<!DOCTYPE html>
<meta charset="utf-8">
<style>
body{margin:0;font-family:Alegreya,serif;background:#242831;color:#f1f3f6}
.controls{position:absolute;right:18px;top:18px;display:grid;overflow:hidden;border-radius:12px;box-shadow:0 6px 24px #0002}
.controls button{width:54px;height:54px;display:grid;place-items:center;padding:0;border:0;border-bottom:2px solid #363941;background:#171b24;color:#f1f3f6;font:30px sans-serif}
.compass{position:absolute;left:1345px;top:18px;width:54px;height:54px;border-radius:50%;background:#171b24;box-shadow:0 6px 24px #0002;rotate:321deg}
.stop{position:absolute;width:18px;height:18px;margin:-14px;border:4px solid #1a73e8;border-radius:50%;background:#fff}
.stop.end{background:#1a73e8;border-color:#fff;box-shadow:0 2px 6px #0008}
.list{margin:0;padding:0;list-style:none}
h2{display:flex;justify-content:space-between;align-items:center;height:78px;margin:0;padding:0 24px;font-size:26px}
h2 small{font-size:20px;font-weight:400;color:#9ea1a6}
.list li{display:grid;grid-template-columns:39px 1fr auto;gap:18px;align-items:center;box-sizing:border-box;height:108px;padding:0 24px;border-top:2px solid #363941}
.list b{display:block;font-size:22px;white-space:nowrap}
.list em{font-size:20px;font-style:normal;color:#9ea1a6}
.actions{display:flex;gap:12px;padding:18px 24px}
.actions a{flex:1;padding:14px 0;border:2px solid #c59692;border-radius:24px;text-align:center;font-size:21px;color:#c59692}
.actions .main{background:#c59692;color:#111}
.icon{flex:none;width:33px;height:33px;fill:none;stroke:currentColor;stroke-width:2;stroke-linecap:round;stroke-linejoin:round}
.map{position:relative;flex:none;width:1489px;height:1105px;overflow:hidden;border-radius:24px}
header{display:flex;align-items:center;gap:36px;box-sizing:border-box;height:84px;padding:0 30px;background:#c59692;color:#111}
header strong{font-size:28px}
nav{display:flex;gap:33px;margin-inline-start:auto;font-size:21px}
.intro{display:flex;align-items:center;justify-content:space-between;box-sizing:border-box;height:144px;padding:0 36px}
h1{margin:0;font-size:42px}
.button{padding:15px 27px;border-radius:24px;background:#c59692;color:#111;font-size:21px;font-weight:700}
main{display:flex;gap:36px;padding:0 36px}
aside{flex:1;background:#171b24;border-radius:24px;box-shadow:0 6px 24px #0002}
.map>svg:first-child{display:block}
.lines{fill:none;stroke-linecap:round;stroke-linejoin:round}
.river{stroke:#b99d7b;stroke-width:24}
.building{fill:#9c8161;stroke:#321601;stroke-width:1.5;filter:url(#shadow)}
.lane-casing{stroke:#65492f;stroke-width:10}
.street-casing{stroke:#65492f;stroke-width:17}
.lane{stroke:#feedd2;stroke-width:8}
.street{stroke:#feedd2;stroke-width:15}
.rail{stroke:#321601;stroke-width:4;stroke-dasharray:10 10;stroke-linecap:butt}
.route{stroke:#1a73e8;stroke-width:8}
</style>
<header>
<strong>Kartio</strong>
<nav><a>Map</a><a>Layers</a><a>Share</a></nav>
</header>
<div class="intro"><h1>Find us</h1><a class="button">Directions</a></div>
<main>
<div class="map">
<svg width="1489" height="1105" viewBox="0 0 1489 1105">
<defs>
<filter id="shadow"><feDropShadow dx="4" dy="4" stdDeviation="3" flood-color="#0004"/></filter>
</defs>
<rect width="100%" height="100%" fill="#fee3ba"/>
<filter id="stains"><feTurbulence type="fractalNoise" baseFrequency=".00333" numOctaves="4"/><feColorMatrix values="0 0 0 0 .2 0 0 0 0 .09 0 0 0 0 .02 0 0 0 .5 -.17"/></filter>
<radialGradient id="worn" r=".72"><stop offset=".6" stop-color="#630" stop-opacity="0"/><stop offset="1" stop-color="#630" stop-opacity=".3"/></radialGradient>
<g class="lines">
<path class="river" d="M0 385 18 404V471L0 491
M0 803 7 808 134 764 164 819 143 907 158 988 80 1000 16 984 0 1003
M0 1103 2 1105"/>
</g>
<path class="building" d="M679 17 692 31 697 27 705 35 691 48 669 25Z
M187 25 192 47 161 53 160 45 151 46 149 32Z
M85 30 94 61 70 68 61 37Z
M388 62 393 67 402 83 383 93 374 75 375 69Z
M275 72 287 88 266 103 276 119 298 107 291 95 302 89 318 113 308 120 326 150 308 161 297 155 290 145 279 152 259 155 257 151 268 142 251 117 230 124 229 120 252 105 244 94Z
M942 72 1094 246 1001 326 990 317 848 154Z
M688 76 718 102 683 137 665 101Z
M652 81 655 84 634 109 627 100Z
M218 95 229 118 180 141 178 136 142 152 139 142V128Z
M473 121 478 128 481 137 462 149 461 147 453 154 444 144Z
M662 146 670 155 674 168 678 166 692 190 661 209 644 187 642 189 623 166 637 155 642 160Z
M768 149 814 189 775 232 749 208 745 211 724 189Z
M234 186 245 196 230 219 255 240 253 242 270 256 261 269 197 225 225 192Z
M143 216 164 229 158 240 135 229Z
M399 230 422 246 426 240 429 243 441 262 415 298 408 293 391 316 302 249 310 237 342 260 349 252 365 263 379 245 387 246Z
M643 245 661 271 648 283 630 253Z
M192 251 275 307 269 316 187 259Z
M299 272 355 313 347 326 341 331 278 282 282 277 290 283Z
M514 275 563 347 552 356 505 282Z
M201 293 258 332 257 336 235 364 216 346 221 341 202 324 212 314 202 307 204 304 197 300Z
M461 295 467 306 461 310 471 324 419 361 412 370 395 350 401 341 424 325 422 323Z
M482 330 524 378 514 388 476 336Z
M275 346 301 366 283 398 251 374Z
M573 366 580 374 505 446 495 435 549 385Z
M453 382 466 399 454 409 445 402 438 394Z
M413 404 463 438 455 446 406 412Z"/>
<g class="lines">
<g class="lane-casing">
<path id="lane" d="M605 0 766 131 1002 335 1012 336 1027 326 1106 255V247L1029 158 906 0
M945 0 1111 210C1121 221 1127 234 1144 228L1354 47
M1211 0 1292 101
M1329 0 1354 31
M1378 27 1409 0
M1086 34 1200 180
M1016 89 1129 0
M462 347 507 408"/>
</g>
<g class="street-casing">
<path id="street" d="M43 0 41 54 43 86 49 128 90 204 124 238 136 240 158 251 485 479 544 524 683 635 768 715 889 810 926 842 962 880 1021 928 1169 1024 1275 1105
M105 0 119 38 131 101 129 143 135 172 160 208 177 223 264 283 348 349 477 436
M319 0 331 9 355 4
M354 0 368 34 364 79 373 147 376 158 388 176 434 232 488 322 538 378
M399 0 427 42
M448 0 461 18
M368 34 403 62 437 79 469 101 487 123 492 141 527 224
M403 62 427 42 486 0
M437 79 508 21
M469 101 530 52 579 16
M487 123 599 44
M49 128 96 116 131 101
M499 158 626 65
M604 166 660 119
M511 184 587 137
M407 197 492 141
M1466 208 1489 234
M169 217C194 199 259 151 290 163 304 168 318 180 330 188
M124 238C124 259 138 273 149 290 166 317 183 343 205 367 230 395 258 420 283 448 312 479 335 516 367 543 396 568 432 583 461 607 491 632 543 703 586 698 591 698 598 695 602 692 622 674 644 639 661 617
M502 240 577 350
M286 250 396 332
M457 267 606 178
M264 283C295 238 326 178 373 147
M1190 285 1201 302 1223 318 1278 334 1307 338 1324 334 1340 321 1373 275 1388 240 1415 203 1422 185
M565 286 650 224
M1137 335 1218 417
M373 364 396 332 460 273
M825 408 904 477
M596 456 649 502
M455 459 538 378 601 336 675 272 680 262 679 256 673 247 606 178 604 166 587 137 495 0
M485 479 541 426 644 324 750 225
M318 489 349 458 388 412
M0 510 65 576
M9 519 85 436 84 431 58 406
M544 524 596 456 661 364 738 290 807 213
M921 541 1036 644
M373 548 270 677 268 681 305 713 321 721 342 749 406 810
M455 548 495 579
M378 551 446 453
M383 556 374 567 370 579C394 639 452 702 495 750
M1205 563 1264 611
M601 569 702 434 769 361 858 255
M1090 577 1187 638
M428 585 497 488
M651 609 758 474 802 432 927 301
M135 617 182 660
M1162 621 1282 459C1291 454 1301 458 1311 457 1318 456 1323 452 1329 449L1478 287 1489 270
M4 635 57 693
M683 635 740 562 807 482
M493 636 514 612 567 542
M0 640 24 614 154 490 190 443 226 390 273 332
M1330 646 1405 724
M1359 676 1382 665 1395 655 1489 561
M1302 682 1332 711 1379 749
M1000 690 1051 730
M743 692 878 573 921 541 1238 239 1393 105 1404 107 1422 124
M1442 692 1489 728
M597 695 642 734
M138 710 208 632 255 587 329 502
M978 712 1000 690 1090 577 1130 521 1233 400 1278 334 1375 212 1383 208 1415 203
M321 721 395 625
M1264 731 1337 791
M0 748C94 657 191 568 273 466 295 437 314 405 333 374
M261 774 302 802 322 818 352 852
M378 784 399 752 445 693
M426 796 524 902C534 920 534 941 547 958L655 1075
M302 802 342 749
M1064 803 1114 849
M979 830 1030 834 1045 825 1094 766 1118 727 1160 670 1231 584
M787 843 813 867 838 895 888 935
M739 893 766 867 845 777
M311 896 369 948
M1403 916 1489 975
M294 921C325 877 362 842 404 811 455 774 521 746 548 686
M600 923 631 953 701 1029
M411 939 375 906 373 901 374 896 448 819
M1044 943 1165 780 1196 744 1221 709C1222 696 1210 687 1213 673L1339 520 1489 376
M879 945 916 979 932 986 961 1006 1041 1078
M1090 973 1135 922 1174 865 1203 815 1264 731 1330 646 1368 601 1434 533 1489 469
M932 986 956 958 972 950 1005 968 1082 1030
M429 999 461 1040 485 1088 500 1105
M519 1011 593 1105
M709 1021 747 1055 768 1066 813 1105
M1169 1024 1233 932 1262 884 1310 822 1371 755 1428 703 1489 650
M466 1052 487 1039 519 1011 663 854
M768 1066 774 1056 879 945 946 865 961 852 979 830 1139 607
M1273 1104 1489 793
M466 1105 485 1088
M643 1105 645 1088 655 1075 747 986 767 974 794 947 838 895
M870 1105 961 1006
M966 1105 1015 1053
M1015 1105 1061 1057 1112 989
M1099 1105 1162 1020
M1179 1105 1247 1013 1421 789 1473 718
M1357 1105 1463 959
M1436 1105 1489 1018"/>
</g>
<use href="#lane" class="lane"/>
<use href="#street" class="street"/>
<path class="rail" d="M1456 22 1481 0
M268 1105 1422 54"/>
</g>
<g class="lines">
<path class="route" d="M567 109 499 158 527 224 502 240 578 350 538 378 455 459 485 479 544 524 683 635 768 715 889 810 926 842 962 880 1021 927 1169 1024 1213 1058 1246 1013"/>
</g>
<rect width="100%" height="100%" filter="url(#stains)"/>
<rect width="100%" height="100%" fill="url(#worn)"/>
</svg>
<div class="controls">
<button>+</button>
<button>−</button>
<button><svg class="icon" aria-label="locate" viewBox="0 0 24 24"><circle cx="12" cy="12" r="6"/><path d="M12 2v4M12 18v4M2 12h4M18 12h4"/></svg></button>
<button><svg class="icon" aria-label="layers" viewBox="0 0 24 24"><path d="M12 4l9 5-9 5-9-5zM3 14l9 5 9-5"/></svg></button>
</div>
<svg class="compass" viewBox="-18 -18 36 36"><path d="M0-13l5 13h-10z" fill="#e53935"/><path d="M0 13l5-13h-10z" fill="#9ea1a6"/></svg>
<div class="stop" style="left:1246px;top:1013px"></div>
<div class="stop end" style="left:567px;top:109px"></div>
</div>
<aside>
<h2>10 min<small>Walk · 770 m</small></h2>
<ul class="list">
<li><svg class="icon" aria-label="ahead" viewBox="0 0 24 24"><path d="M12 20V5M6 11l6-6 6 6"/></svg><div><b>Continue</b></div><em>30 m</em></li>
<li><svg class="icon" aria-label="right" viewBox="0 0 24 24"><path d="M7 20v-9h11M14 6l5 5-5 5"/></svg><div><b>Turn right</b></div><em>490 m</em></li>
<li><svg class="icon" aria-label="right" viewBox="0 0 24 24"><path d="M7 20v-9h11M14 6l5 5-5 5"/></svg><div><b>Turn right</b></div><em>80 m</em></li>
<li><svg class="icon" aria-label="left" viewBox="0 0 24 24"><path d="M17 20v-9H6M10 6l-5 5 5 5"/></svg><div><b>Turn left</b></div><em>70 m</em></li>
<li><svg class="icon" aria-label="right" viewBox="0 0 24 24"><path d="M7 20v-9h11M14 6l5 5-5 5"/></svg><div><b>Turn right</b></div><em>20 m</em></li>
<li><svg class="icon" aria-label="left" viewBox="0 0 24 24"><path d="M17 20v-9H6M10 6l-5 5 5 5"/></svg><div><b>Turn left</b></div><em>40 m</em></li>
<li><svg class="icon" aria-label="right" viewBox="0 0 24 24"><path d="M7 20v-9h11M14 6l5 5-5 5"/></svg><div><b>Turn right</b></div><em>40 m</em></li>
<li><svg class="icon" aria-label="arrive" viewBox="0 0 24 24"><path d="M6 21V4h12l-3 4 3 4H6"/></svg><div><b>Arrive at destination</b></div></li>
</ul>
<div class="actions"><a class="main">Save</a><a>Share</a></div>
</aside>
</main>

Work request: Go through the material above and output exactly the lines from the one containing "M124 238C124 259" through the one containing "M879 945 916 979 932 986 961 1006 1041 1078".

Reply to the exercise:
M124 238C124 259 138 273 149 290 166 317 183 343 205 367 230 395 258 420 283 448 312 479 335 516 367 543 396 568 432 583 461 607 491 632 543 703 586 698 591 698 598 695 602 692 622 674 644 639 661 617
M502 240 577 350
M286 250 396 332
M457 267 606 178
M264 283C295 238 326 178 373 147
M1190 285 1201 302 1223 318 1278 334 1307 338 1324 334 1340 321 1373 275 1388 240 1415 203 1422 185
M565 286 650 224
M1137 335 1218 417
M373 364 396 332 460 273
M825 408 904 477
M596 456 649 502
M455 459 538 378 601 336 675 272 680 262 679 256 673 247 606 178 604 166 587 137 495 0
M485 479 541 426 644 324 750 225
M318 489 349 458 388 412
M0 510 65 576
M9 519 85 436 84 431 58 406
M544 524 596 456 661 364 738 290 807 213
M921 541 1036 644
M373 548 270 677 268 681 305 713 321 721 342 749 406 810
M455 548 495 579
M378 551 446 453
M383 556 374 567 370 579C394 639 452 702 495 750
M1205 563 1264 611
M601 569 702 434 769 361 858 255
M1090 577 1187 638
M428 585 497 488
M651 609 758 474 802 432 927 301
M135 617 182 660
M1162 621 1282 459C1291 454 1301 458 1311 457 1318 456 1323 452 1329 449L1478 287 1489 270
M4 635 57 693
M683 635 740 562 807 482
M493 636 514 612 567 542
M0 640 24 614 154 490 190 443 226 390 273 332
M1330 646 1405 724
M1359 676 1382 665 1395 655 1489 561
M1302 682 1332 711 1379 749
M1000 690 1051 730
M743 692 878 573 921 541 1238 239 1393 105 1404 107 1422 124
M1442 692 1489 728
M597 695 642 734
M138 710 208 632 255 587 329 502
M978 712 1000 690 1090 577 1130 521 1233 400 1278 334 1375 212 1383 208 1415 203
M321 721 395 625
M1264 731 1337 791
M0 748C94 657 191 568 273 466 295 437 314 405 333 374
M261 774 302 802 322 818 352 852
M378 784 399 752 445 693
M426 796 524 902C534 920 534 941 547 958L655 1075
M302 802 342 749
M1064 803 1114 849
M979 830 1030 834 1045 825 1094 766 1118 727 1160 670 1231 584
M787 843 813 867 838 895 888 935
M739 893 766 867 845 777
M311 896 369 948
M1403 916 1489 975
M294 921C325 877 362 842 404 811 455 774 521 746 548 686
M600 923 631 953 701 1029
M411 939 375 906 373 901 374 896 448 819
M1044 943 1165 780 1196 744 1221 709C1222 696 1210 687 1213 673L1339 520 1489 376
M879 945 916 979 932 986 961 1006 1041 1078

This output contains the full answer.